Is P2P Lending another Dodgy Investment Scheme?

Alts-survey-wordle

Alternative investments such as wine, gold and land banking were under scrutiny after another gold buyback scheme went wrong recently. Those affected investors could have avoided the loss if they had read Tan Kin Lian’s blog “Beware of Investment Scams”. (Mr. Tan K.L. was one of the four candidates who contested in the 2011 Singapore Presidential Election.)

The spotlight was also on the Monetary Authority of Singapore (MAS) role as the financial regulator and whether these “innovative’ investments should be regulated. Although MAS is currently reviewing the regulatory framework, MAS’ stand is clear: regulation cannot ensure the sustainability or viability of an investment scheme.

So, is P2P lending another of those dodgy investment schemes? (sense the scepticism?)

Not if you ask me!

P2P lending is based on transparency and accountability while many of those questionable schemes are opaque and secretive. This is not to say that P2P loans have no risks. In fact, the risks of a borrower defaulting are clearly and explicitly revealed upfront before the lenders make any decisions. Many of the P2P lending platforms have processes requiring borrowers to disclose both ‘hard’ and ‘soft’ attributes to mitigate the issues of asymmetric information and adverse selection (To be discussed in future posts)
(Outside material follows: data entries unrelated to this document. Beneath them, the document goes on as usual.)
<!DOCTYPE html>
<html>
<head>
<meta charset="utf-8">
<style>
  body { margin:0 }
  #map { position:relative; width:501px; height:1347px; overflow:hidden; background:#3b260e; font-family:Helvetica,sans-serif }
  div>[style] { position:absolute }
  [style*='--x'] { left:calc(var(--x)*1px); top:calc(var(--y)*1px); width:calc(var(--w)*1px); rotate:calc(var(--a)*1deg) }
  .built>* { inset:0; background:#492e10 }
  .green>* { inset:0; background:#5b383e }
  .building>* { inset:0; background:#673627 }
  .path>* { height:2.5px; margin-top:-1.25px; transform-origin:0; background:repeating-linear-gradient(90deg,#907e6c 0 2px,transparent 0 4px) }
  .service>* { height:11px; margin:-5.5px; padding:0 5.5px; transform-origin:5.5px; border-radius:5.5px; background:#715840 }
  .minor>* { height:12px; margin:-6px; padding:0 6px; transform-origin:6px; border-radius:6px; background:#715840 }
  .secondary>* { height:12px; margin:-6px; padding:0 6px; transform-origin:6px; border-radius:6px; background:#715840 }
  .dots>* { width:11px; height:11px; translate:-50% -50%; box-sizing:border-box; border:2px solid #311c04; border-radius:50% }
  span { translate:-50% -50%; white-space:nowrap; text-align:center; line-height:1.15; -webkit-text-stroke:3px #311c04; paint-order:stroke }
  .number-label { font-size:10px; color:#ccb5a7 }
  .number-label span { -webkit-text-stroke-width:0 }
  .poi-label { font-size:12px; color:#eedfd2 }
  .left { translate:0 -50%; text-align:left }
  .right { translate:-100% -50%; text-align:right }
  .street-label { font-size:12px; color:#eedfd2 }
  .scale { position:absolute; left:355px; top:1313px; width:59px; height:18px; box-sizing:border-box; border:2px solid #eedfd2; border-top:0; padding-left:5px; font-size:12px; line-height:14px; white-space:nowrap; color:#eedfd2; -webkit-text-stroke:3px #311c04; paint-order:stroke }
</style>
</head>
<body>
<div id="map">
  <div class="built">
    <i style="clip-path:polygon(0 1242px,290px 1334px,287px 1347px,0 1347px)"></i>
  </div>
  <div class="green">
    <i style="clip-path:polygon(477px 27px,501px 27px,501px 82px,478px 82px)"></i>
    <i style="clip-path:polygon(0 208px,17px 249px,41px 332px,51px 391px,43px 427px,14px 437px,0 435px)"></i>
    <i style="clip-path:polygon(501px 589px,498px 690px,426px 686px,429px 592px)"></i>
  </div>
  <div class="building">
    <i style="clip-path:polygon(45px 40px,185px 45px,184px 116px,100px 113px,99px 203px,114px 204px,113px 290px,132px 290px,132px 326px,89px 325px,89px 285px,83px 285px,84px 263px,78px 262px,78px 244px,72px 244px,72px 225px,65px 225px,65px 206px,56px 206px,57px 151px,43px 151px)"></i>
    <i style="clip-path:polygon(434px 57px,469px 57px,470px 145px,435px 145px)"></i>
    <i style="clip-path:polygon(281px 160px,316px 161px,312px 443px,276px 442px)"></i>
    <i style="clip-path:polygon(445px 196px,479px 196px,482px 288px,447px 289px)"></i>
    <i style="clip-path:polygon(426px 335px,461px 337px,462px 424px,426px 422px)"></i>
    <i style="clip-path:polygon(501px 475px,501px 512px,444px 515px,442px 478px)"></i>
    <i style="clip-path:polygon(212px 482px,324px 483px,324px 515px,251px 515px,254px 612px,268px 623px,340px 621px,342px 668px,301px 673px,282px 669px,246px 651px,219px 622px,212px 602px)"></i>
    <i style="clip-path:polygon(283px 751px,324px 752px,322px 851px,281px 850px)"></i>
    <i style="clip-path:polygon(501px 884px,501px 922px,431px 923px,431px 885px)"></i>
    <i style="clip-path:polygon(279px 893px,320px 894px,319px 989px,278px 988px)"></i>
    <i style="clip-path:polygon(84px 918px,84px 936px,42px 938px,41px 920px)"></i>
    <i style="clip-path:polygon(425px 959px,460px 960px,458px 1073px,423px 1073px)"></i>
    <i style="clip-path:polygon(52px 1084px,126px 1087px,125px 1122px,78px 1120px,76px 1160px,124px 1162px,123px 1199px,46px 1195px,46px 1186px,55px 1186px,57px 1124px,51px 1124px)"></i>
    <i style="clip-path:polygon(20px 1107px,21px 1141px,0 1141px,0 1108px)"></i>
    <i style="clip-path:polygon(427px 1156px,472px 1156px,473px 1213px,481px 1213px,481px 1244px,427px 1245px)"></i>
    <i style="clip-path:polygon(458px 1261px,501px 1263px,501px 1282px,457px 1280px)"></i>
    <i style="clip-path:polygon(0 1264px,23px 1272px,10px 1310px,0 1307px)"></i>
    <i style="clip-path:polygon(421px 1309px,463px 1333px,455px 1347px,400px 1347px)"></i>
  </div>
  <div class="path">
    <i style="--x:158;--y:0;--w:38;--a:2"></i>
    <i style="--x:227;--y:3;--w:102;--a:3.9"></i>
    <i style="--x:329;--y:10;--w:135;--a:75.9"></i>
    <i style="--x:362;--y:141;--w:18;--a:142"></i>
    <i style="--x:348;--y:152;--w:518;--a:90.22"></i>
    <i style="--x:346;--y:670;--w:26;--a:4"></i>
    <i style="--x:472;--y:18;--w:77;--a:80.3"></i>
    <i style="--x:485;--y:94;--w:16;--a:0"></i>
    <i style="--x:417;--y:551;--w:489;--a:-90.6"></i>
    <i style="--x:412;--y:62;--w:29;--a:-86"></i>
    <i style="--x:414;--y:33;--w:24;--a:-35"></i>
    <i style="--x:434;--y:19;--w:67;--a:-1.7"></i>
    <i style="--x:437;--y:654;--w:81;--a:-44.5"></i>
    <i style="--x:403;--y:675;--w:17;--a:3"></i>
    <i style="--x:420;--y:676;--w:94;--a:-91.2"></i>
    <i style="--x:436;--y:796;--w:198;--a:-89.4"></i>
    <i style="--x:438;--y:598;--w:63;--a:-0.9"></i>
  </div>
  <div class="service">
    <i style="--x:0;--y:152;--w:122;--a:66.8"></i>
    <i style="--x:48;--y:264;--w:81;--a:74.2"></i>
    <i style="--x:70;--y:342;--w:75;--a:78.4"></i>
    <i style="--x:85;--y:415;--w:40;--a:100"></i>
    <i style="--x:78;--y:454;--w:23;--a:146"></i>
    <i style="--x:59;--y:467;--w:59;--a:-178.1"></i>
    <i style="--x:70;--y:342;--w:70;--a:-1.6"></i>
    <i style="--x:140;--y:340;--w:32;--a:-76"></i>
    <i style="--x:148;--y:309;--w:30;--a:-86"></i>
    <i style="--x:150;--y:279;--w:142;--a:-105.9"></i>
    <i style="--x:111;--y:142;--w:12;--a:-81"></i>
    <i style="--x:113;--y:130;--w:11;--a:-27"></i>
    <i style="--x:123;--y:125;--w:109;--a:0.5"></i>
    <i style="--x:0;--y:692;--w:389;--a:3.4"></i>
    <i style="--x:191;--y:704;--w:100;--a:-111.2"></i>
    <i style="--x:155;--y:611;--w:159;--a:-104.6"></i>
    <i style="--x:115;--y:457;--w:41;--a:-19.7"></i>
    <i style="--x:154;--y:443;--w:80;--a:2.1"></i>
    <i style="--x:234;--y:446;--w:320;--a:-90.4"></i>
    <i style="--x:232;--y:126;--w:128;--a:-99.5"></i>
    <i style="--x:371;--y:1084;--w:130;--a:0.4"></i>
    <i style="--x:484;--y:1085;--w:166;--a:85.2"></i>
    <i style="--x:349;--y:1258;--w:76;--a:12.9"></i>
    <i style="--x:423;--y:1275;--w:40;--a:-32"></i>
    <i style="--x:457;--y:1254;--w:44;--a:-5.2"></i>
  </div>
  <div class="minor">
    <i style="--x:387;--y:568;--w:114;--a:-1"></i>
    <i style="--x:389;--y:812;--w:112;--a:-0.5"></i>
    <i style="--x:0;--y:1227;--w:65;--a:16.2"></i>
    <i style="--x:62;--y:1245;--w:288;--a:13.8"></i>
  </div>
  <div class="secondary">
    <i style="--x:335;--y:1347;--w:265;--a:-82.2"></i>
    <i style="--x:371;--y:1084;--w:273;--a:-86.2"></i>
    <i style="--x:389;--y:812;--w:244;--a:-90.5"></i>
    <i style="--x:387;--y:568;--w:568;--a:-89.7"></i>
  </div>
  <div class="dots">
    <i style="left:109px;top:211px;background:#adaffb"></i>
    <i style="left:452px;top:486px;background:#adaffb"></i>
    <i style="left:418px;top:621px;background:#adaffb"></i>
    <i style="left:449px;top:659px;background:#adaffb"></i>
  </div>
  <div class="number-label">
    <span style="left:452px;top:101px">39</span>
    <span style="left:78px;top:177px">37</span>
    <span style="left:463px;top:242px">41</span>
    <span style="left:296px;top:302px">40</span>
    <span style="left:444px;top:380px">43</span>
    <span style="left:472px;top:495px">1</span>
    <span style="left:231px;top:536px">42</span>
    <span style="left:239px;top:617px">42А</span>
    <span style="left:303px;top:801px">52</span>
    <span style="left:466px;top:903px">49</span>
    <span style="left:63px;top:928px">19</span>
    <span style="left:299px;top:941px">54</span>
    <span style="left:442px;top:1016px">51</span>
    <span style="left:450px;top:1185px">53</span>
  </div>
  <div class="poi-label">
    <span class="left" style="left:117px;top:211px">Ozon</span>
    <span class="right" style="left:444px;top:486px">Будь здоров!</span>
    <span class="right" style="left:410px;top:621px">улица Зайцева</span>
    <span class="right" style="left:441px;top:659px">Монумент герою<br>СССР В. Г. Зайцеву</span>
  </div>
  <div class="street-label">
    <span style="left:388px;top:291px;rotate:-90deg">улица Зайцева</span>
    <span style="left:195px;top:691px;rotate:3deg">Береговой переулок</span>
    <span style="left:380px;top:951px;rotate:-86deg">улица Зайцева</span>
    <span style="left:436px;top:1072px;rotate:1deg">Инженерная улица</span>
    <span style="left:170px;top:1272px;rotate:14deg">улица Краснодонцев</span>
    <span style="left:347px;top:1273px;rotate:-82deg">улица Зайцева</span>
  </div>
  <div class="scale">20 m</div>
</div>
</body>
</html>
Below are some of the best practices of established P2P lending players:

    • Mandatory disclosure requirements by borrower
    • Risk acknowledgement by lenders before investing
    • Regular and timely updates on every loan status
    • Customers’ funds are held in segregated accounts
    • Standard operating procedures are published and strictly adhered to
    • Legal recourse available to lenders
    • ‘Hard’ attributes: credit rating, payment history, financial statistics
    • ‘Soft’ attributes: third-party endorsement, social media reference checks

P2P lending is not a “sure-win” or “quick-win” scheme; it is an alternative asset class for serious investors. If you are still not convinced that P2P lending is for real, check out Funding Circle, Lending Club, Prosper or Zopa.